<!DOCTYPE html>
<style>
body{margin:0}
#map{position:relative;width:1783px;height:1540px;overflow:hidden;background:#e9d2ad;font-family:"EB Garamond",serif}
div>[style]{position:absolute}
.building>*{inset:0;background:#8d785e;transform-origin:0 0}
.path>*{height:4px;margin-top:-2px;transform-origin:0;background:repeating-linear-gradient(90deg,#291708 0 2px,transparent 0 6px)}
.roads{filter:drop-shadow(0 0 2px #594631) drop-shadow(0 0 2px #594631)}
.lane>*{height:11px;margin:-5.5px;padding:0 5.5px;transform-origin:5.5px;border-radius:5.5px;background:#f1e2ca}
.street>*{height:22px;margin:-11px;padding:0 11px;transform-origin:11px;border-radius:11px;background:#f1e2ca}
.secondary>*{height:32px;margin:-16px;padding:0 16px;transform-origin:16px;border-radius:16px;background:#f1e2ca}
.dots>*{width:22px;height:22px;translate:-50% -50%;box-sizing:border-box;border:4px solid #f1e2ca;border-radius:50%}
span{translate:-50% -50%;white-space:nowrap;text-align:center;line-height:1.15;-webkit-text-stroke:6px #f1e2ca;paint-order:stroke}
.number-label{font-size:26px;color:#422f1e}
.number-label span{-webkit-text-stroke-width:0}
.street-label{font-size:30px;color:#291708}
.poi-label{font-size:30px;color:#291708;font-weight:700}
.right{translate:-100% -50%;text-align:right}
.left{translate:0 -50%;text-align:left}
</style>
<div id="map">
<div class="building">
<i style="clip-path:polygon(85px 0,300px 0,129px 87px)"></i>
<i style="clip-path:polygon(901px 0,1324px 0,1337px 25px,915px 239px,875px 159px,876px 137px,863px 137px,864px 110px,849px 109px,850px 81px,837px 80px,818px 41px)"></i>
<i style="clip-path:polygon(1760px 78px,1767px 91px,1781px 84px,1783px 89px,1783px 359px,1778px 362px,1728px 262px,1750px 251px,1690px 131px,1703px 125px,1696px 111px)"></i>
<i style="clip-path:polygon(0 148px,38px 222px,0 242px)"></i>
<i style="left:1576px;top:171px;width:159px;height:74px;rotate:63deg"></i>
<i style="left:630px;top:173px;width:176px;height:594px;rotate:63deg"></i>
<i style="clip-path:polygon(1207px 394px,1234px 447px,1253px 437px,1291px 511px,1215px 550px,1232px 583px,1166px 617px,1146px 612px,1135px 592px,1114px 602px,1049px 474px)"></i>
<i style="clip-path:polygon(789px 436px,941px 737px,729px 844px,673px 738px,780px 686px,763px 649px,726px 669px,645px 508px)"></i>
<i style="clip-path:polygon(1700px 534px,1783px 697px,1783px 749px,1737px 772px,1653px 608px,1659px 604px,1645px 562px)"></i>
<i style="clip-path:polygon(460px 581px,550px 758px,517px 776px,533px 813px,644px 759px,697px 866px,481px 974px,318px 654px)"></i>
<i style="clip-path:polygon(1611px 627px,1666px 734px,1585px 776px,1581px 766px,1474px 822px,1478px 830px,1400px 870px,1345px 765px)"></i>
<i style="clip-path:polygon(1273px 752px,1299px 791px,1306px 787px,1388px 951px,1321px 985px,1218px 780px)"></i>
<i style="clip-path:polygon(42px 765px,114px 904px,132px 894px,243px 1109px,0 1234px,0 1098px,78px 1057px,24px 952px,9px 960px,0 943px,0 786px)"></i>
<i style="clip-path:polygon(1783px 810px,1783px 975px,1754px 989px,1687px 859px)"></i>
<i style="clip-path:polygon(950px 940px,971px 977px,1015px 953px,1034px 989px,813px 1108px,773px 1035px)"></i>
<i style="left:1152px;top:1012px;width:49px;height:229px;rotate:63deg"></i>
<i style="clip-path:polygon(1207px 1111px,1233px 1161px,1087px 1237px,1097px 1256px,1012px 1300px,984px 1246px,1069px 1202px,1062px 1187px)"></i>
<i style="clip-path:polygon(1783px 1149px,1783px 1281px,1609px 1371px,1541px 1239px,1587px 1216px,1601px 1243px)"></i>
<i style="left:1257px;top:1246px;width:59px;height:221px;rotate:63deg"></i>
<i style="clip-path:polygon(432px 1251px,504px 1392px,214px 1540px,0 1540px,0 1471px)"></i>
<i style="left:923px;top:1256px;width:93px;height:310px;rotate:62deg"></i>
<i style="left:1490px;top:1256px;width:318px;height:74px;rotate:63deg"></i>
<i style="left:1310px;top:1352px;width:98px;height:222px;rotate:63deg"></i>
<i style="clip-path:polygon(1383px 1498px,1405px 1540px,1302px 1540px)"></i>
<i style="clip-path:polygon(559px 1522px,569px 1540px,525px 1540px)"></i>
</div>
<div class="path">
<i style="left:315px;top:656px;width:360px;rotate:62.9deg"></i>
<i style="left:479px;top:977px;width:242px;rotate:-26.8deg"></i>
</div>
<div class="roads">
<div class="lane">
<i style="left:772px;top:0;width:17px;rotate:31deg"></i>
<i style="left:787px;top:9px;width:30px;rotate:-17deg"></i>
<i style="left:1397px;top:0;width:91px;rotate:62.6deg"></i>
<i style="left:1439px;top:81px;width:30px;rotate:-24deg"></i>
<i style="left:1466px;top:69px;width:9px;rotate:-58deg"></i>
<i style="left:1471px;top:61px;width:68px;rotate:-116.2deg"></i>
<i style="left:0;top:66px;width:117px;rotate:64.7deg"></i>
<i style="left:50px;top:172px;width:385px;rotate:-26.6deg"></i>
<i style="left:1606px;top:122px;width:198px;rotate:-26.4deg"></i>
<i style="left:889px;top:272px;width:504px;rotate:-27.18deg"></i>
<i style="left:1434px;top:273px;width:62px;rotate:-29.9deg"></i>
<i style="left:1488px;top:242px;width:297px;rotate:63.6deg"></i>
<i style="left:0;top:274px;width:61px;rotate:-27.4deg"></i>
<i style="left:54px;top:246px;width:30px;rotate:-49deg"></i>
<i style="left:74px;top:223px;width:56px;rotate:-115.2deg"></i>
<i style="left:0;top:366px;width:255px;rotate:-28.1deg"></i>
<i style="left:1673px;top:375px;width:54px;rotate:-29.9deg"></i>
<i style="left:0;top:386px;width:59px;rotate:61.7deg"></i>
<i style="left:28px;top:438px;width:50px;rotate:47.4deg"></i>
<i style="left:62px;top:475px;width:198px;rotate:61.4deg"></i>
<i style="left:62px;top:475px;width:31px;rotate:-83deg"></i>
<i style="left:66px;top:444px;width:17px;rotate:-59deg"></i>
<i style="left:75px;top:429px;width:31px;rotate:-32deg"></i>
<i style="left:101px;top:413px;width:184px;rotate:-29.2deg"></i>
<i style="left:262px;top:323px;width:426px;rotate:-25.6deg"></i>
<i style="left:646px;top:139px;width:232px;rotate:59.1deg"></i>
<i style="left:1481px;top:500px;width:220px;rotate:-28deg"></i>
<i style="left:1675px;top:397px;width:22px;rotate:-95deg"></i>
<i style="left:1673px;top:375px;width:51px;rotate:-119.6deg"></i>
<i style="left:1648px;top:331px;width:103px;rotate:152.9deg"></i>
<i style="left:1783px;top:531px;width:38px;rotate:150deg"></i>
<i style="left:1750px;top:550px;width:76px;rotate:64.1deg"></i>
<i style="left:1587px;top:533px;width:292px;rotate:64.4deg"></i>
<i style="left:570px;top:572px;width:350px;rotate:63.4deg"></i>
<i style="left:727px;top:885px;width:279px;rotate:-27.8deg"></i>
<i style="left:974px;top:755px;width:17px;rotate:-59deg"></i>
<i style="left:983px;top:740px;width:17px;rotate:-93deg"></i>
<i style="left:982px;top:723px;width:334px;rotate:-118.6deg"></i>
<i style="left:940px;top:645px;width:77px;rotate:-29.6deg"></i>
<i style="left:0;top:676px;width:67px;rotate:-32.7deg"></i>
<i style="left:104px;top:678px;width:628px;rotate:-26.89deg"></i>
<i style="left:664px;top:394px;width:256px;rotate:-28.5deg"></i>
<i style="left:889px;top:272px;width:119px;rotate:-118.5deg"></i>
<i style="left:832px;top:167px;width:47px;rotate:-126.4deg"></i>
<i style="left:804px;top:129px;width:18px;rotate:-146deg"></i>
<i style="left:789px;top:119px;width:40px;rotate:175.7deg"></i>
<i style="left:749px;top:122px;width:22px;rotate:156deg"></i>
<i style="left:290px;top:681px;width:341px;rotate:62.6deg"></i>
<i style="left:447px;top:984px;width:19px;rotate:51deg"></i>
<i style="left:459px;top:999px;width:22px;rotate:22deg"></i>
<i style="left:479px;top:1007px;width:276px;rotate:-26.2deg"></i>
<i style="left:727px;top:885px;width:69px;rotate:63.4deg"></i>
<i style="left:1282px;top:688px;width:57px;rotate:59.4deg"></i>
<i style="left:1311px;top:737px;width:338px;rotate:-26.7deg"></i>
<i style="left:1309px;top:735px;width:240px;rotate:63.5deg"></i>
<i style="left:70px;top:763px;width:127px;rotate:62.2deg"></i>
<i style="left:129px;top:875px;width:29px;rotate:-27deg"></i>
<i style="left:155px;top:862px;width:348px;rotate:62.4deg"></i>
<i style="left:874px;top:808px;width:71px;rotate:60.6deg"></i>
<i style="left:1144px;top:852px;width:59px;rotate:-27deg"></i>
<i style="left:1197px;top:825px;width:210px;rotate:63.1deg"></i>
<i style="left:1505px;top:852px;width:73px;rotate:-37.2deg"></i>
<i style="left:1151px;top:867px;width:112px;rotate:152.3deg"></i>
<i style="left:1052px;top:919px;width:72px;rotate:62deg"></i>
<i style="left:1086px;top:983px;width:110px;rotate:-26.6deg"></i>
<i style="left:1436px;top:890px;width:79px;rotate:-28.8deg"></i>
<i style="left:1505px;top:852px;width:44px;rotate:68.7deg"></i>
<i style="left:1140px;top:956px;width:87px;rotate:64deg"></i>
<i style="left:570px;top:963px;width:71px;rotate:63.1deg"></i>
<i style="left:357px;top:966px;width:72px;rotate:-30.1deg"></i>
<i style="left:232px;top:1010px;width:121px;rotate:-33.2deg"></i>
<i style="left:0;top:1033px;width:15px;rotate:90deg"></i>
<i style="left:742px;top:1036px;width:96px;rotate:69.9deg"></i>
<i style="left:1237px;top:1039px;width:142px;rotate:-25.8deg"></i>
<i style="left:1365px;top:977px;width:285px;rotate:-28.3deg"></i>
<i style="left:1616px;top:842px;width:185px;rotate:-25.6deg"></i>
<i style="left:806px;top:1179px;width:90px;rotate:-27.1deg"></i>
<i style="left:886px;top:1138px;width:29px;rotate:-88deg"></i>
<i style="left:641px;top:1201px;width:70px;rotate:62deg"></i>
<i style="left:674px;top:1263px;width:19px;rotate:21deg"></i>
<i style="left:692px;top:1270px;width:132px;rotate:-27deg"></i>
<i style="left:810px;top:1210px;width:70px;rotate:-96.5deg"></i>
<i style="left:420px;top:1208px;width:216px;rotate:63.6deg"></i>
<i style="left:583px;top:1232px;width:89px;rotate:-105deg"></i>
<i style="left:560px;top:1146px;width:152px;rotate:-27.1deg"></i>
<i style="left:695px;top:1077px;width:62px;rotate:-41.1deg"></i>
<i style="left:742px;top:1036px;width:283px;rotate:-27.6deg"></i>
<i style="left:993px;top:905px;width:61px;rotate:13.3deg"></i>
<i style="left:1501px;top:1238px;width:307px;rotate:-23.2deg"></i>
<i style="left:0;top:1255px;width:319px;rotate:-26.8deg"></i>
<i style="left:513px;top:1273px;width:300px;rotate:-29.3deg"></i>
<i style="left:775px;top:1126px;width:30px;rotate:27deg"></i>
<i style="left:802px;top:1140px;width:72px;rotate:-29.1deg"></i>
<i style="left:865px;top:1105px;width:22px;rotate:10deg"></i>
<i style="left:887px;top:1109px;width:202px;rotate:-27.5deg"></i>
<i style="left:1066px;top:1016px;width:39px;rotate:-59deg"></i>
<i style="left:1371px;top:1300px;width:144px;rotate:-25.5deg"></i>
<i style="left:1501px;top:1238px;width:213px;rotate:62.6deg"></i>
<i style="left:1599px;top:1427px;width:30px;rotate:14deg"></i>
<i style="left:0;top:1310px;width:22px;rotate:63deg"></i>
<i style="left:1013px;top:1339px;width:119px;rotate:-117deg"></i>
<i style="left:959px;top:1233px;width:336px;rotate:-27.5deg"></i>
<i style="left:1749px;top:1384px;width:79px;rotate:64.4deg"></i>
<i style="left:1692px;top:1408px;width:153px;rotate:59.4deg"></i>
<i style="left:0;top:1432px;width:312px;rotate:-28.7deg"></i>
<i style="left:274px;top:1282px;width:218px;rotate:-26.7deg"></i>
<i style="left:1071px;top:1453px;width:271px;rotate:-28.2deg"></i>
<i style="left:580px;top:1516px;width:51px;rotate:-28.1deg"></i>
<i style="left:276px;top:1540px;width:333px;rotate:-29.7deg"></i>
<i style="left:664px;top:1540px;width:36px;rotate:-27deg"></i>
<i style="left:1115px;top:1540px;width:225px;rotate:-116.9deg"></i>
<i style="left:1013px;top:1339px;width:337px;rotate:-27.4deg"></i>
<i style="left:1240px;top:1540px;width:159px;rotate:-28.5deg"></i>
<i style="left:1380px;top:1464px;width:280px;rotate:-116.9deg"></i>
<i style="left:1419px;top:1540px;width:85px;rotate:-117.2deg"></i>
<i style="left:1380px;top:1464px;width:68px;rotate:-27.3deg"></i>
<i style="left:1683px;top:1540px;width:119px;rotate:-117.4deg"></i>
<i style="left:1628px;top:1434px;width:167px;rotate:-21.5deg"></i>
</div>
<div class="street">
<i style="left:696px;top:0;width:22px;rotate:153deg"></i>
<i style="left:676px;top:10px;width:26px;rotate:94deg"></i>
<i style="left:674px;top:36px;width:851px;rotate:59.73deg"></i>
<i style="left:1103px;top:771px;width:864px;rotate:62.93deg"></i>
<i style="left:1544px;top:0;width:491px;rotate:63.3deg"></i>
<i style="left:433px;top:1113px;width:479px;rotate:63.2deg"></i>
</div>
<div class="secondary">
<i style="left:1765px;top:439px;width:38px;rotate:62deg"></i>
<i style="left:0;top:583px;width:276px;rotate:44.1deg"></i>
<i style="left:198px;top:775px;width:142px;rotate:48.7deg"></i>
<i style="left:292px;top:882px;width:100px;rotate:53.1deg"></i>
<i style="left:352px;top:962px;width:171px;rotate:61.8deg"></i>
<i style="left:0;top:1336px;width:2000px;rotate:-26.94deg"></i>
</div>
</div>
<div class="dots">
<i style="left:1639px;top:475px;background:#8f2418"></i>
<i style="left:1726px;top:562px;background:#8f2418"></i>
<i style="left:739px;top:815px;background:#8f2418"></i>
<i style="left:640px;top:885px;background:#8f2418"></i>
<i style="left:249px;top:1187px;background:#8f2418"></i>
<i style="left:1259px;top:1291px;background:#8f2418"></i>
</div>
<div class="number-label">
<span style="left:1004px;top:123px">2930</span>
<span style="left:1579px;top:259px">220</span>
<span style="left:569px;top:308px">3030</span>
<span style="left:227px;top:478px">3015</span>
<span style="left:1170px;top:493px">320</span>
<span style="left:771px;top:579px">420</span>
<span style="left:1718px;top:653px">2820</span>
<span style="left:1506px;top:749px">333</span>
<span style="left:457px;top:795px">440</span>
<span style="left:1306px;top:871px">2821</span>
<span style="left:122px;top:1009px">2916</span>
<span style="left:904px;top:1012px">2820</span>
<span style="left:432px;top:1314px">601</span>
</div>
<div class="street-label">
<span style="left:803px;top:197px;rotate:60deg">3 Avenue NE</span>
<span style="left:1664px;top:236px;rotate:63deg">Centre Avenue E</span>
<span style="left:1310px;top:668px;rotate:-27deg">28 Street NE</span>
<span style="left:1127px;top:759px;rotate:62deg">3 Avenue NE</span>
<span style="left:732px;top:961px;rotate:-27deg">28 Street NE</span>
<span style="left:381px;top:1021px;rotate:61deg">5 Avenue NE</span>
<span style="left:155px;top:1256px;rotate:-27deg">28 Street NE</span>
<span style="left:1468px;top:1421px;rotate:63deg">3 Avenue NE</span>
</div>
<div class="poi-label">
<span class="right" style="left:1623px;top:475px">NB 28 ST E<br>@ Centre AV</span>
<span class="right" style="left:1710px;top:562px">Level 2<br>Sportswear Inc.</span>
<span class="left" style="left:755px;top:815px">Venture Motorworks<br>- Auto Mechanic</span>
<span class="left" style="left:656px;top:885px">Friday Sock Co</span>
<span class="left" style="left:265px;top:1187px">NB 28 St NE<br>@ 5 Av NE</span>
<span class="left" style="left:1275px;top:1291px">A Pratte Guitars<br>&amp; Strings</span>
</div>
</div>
____________________
Once the line containing "2px #594631) drop-shadow(0" has been set down, nothing more is wanted; set down each line of the listing above up to it exactly, starting with the first.

<!DOCTYPE html>
<style>
body{margin:0}
#map{position:relative;width:1783px;height:1540px;overflow:hidden;background:#e9d2ad;font-family:"EB Garamond",serif}
div>[style]{position:absolute}
.building>*{inset:0;background:#8d785e;transform-origin:0 0}
.path>*{height:4px;margin-top:-2px;transform-origin:0;background:repeating-linear-gradient(90deg,#291708 0 2px,transparent 0 6px)}
.roads{filter:drop-shadow(0 0 2px #594631) drop-shadow(0 0 2px #594631)}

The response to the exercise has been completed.